1. Technical Field
The present invention relates in general to a method and system for data processing and, in particular, to a method and system for emulating differing architectures in a data processing system. Still more particularly, the present invention relates to a method and system for interrupt handling during emulation of guest instructions in a data processing system.
2. Description of the Related Art
The PowerPC.TM. architecture is a high-performance reduced instruction set (RISC) processor architecture that provides a definition of the instruction set, registers, addressing modes, and the like, for a family of computer systems. The PowerPC.TM. architecture is somewhat independent of the particular construction of the microprocessor chips or chips utilized to implement an instance of the architecture and has accordingly been constructed in various implementations, including the PowerPC 601.TM., 602.TM., 603.TM., and 604.TM.. The design and operation of these processors have been described in published manuals such as the PowerPC 604.TM. RISC Microprocessor User's Manual, which is available from IBM Microelectronics as Order No. MPR604UMU-01 and is incorporated herein by reference.
As is true for many contemporary processors, a RISC architecture was chosen for the PowerPC.TM. because of the inherently higher performance potential of RISC architectures compared to CISC (complex instruction set computer) architectures.
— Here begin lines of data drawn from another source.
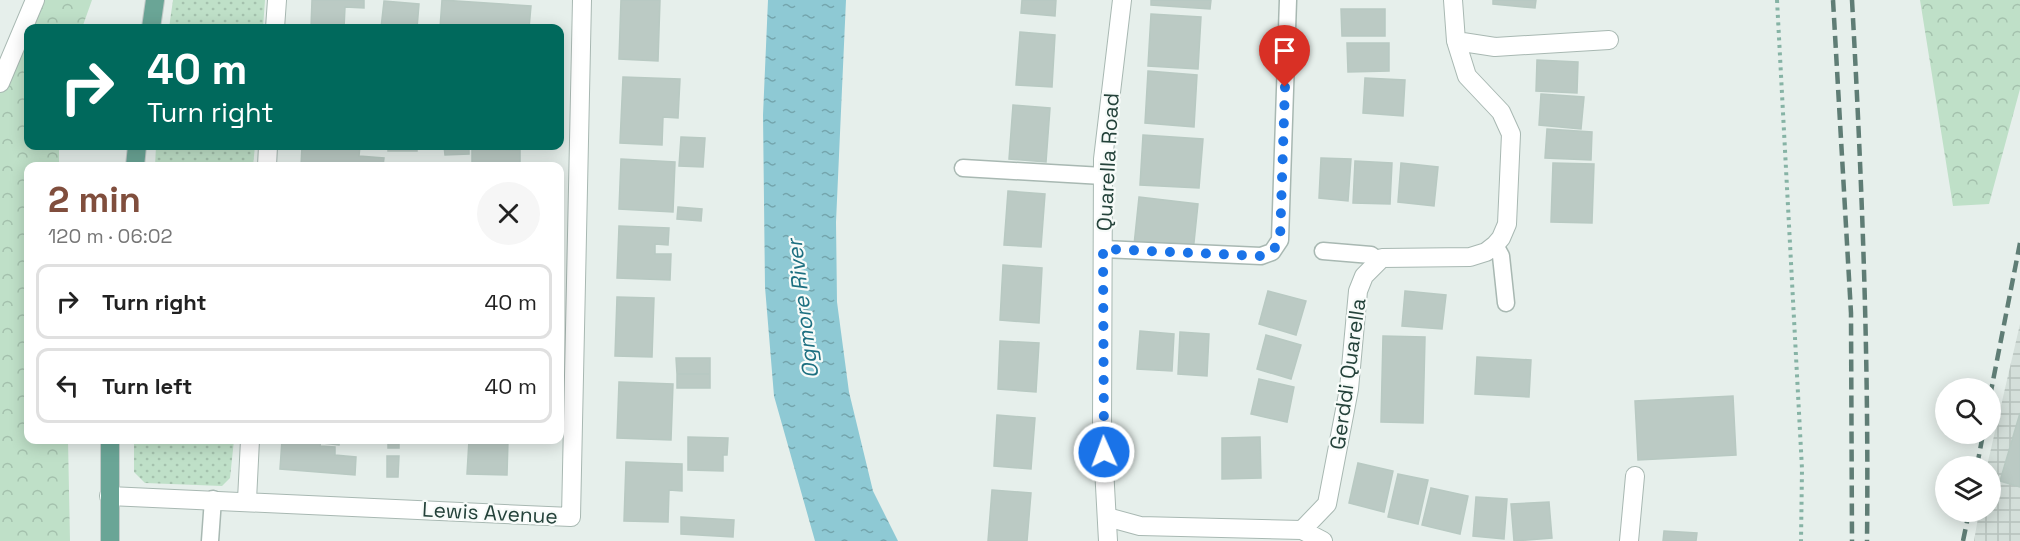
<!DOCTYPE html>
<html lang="en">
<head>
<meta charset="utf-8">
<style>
  body { margin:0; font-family:"Space Grotesk",sans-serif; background:#f6f6f6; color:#222; height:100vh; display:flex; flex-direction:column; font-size:22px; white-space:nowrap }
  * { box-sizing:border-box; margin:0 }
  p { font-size:20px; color:#767676 }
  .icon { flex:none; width:33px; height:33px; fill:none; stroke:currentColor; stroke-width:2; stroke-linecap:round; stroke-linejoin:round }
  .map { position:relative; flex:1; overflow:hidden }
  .side { position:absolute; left:24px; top:162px; width:540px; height:282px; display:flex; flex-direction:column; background:#fff; border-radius:12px; box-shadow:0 3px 15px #0003 }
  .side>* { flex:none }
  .top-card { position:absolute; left:24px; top:24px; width:540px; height:126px; border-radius:12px; box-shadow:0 3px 15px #0003; background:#00695c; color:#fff; overflow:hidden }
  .buttons { position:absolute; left:1935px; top:378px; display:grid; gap:12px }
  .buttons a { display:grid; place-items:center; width:66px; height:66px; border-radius:50%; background:#fff; box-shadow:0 3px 15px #0003; font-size:30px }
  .pin { position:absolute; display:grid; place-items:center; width:51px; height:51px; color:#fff; margin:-62px -26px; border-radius:50% 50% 50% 0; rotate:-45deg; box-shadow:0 0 6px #0007 }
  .pin .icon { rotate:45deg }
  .me { position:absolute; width:66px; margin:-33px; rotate:358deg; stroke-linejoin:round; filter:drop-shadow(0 0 4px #0008) }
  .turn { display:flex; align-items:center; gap:21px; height:126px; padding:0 24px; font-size:27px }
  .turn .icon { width:78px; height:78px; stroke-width:2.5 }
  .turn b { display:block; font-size:42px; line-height:51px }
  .round { display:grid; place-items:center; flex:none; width:63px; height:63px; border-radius:32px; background:#f6f6f6 }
  .head { display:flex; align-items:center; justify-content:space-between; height:102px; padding:0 24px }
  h1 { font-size:36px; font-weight:700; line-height:45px; color:#804e3d }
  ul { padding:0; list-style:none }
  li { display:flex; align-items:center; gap:18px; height:75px; margin:0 12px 9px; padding:0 12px; border:3px solid #e0e0e0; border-radius:12px }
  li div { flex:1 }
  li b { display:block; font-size:22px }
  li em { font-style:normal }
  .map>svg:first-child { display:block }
</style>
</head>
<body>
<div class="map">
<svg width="2020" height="541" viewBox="0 0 2020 541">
  <defs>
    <pattern id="industrial-grid" width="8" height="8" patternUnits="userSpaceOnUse" patternTransform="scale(1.5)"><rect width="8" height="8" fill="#d4dfda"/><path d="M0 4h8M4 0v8" fill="none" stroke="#b6c1bc"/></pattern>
    <pattern id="grass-dots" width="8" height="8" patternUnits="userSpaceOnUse" patternTransform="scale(1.5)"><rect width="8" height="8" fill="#bfe0c8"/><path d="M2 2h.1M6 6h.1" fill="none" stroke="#a4c1ad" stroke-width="1.8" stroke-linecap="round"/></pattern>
    <pattern id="forest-crowns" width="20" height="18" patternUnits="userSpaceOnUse" patternTransform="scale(1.5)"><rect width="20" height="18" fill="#bfe0c8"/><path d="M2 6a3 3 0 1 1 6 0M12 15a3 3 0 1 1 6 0" fill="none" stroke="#a4c1ad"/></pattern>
    <pattern id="water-ripples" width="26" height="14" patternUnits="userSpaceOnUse" patternTransform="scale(1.5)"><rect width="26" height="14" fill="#8ec9d4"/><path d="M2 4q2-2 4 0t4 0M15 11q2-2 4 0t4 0" fill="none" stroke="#74a5ad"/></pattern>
  </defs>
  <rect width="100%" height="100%" fill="#e6efeb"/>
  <!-- industrial -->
  <path fill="url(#industrial-grid)" d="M2020 324V541H1974L1979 512H1990V466H1987Z"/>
  <!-- grass -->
  <path fill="url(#grass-dots)" d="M173 0H265L263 28H169Z
    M156 146H255L253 166H155Z
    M134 440H234L230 478 222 486 145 483 134 472Z"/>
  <!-- forest -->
  <path fill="url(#forest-crowns)" d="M30 0H92L82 28H28V146H59V166H28V440H68L70 541H0V60Z
    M1920 0H2020V89L1989 204 1953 206Z"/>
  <!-- water -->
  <path fill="url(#water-ripples)" d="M768 0H846L836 222 837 302 849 392 873 491 898 541H815L774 396 765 287 763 115Z"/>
  <!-- building -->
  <path fill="#bbcac4" stroke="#b8c9c2" stroke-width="1.5" d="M312 0H364V8L345 7 344 28H311Z
    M442 0 531 6 529 28H440Z
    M621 0H660L658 61 619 59Z
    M1022 0H1056L1055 16 1021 13Z
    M1151 0H1211L1210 9 1151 5Z
    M1493 0H1536L1535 8 1493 4Z
    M384 1 419 4 417 28H381Z
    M1341 9H1385V36H1342Z
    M1151 14 1201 17 1198 69 1148 66Z
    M1020 32 1055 35 1052 87 1016 85Z
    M1347 43H1389V71L1348 72Z
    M1537 60 1578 62 1577 93 1536 91Z
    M1148 71 1197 75 1194 127 1145 123Z
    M623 77 680 79 678 118 663 117 662 145 620 143Z
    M1365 78 1405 80 1403 116 1363 113Z
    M1541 94 1584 97 1581 129 1539 125Z
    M1013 105 1050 108 1046 162 1009 159Z
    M1547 129 1592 132 1591 160 1545 158Z
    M1143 135 1203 139 1199 188 1140 185Z
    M681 137 705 138 703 167 679 166Z
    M302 146H360L359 156 384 158 383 166H301Z
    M388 146H417V151H388Z
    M444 146H469V154L445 155Z
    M472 149 520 150V166H472Z
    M1321 158 1351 159 1348 201 1319 198Z
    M621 159 675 162 673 212 619 209Z
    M1355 161 1392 163 1390 204 1353 203Z
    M1401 163 1438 167 1434 206 1398 202Z
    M1553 163 1594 164 1592 223 1551 222Z
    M1008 191 1045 194 1041 247 1004 245Z
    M1139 197 1198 204 1193 252 1134 245Z
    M678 207 702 209 701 221 677 219Z
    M619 226 669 228 668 245 655 244V254H671L670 280 617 278Z
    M1003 265 1042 268 1039 323 1000 320Z
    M1268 291 1306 301 1296 335 1259 324Z
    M1405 291 1446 295 1442 329 1402 326Z
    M617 297 654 298 652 357 615 356Z
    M1140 331 1174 334 1172 371 1137 369Z
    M1180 332 1209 334 1207 376 1178 374Z
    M1266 335 1301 345 1291 379 1257 369Z
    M1383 336 1425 337 1423 423 1381 422Z
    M1000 341 1039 343 1036 392 998 389Z
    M1477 357 1531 360 1529 397 1475 394Z
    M676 358H710V374H677Z
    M677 374H710V388H677Z
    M1259 379 1294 387 1287 422 1251 414Z
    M619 382 673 384 671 440 617 438Z
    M1733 396 1736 455 1638 460 1635 401Z
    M2020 413V487L2000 481Z
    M997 415 1035 418 1031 469 994 466Z
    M688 437 728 438 727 455H723V471L688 470Z
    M1260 437 1261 478 1222 479V438Z
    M282 440H321L320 446 335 447V455L356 457 355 475 280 469Z
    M323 440H340L339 445 323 443Z
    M388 440H399V448H388Z
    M469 440H508L507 475 467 474Z
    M387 456H399L398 477H387Z
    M626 462 682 464V491L669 490 668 522 624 521Z
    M1358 463 1393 471 1384 512 1349 503Z
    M1398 474 1428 480 1418 524 1388 517Z
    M1431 488 1468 496 1460 534 1422 525Z
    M992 490 1031 493 1027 541H988Z
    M1476 497 1507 499 1504 539 1473 536Z
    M1549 502 1552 538 1514 541 1511 504Z
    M681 517 734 520 733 537 681 534Z
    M1664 531 1697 533 1696 541H1663Z"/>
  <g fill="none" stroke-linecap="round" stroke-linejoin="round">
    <!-- service casing -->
    <g stroke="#a8b8b2" stroke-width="19">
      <path id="service" d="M963 168 1103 176
        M1495 245 1501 256 1506 303
        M1103 249 1261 256 1272 252 1280 240 1288 0
        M1323 251 1371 255 1379 261
        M210 541 213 499"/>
    </g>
    <!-- minor casing -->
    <g stroke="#a8b8b2" stroke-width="20">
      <path id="minor" d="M275 28 277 0
        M1456 41 1495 47 1609 40
        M0 83 35 0
        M267 166 268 146
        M109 496 571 517 582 0
        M247 500 250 440
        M1107 517 1140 526 1302 530 1327 504 1349 389 1358 291 1364 276 1382 258 1470 257 1486 252 1495 245 1501 238 1507 224 1511 134 1501 112 1467 76 1456 41 1453 0
        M1302 530 1323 541
        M1629 541 1635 476"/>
    </g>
    <!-- tertiary casing -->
    <g stroke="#a8b8b2" stroke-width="20">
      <path id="tertiary" d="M1108 541 1102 431 1103 159 1122 0"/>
    </g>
    <!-- primary casing -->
    <g stroke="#c2cac8" stroke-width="20">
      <path id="primary" d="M151 28 155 0
        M135 166 137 146
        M110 541V440"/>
    </g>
    <!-- path -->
    <path stroke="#86b3a5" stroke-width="4" stroke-dasharray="3 4.5" stroke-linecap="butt" d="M1777 0 1802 469 1801 541"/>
    <!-- service -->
    <use href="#service" stroke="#fff" stroke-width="16"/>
    <!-- minor -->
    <use href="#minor" stroke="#fff" stroke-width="18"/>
    <!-- tertiary -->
    <use href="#tertiary" stroke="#fff" stroke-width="18"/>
    <!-- primary -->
    <use href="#primary" stroke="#6aa596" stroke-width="18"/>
    <!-- rail -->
    <path stroke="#5f7d75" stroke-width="4.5" stroke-dasharray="12 6" stroke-linecap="butt" d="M1833 0 1851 313 1852 541
      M1852 0C1862 181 1869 360 1867 541
      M1990 396 2020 243
      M1977 466 1983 434
      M1963 541 1969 512"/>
  </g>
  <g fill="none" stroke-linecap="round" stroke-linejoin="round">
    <!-- route -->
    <path stroke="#1a73e8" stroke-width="10" stroke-dasharray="0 18" d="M1104 452 1103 249 1261 256 1272 252 1280 240 1285 87"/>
  </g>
  <g text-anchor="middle" stroke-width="4.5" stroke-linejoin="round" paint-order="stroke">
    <!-- street labels -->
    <g font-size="21" fill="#24423a" stroke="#f7fbf9">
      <text transform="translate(1108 162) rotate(-87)" y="7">Quarella Road</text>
      <text transform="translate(1348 374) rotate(-82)" y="7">Gerddi Quarella</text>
      <text transform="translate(490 513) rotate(3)" y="7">Lewis Avenue</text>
    </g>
    <!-- water labels -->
    <g font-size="22" font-style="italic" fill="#1c6f80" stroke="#f7fbf9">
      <text transform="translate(802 309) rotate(-97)" y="8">Ogmore River</text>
    </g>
  </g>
</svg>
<div class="buttons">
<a><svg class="icon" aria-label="search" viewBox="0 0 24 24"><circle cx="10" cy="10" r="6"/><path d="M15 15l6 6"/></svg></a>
<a><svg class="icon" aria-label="layers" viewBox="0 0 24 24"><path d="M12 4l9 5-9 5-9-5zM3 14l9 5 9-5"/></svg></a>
</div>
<div class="pin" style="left:1285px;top:87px;background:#d93025"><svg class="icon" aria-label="arrive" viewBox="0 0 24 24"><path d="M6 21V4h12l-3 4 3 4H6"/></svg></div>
<svg class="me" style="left:1104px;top:452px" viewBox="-20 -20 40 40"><circle r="17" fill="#1a73e8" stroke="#fff" stroke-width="3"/><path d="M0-11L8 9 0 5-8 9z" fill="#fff"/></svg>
<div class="top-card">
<div class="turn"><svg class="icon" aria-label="right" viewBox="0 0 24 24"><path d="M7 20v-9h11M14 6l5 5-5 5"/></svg><div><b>40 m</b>Turn right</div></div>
</div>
<section class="side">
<div class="head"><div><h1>2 min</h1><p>120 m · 06:02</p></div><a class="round"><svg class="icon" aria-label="close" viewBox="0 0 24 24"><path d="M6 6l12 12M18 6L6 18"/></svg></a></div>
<ul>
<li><svg class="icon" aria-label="right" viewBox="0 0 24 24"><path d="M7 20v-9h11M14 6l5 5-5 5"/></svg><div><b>Turn right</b></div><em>40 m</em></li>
<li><svg class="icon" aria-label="left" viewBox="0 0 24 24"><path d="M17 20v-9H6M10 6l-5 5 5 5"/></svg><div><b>Turn left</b></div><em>40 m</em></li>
</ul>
</section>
</div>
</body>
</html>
While it is desirable to optimize the design of a RISC processor to maximize the performance of the processor when executing native RISC instructions, it is also desirable to promote compatibility by accommodating commercial software written for CISC processors such as the Intel x86 and Motorola 68K.
Accordingly, an emulator mechanism can be incorporated into a PowerPC.TM. processor as disclosed in above-referenced Ser. Nos. 08/591,291 and 08/581,793. The disclosed emulation mechanism allows guest instructions (e.g., variable-length CISC instructions) to be emulated by executing corresponding semantic routines formed from native RISC instructions. Thus, the processor is required to manage two distinct instruction streams: a guest instruction stream containing the instructions to be emulated and a native instruction stream containing the native instructions within the semantic routines utilized to emulate the guest instructions. In order to maintain high performance when emulating guest instructions, an efficient mechanism is needed within the processor for managing both the guest and native instruction steams, with provision for branching and exception handling.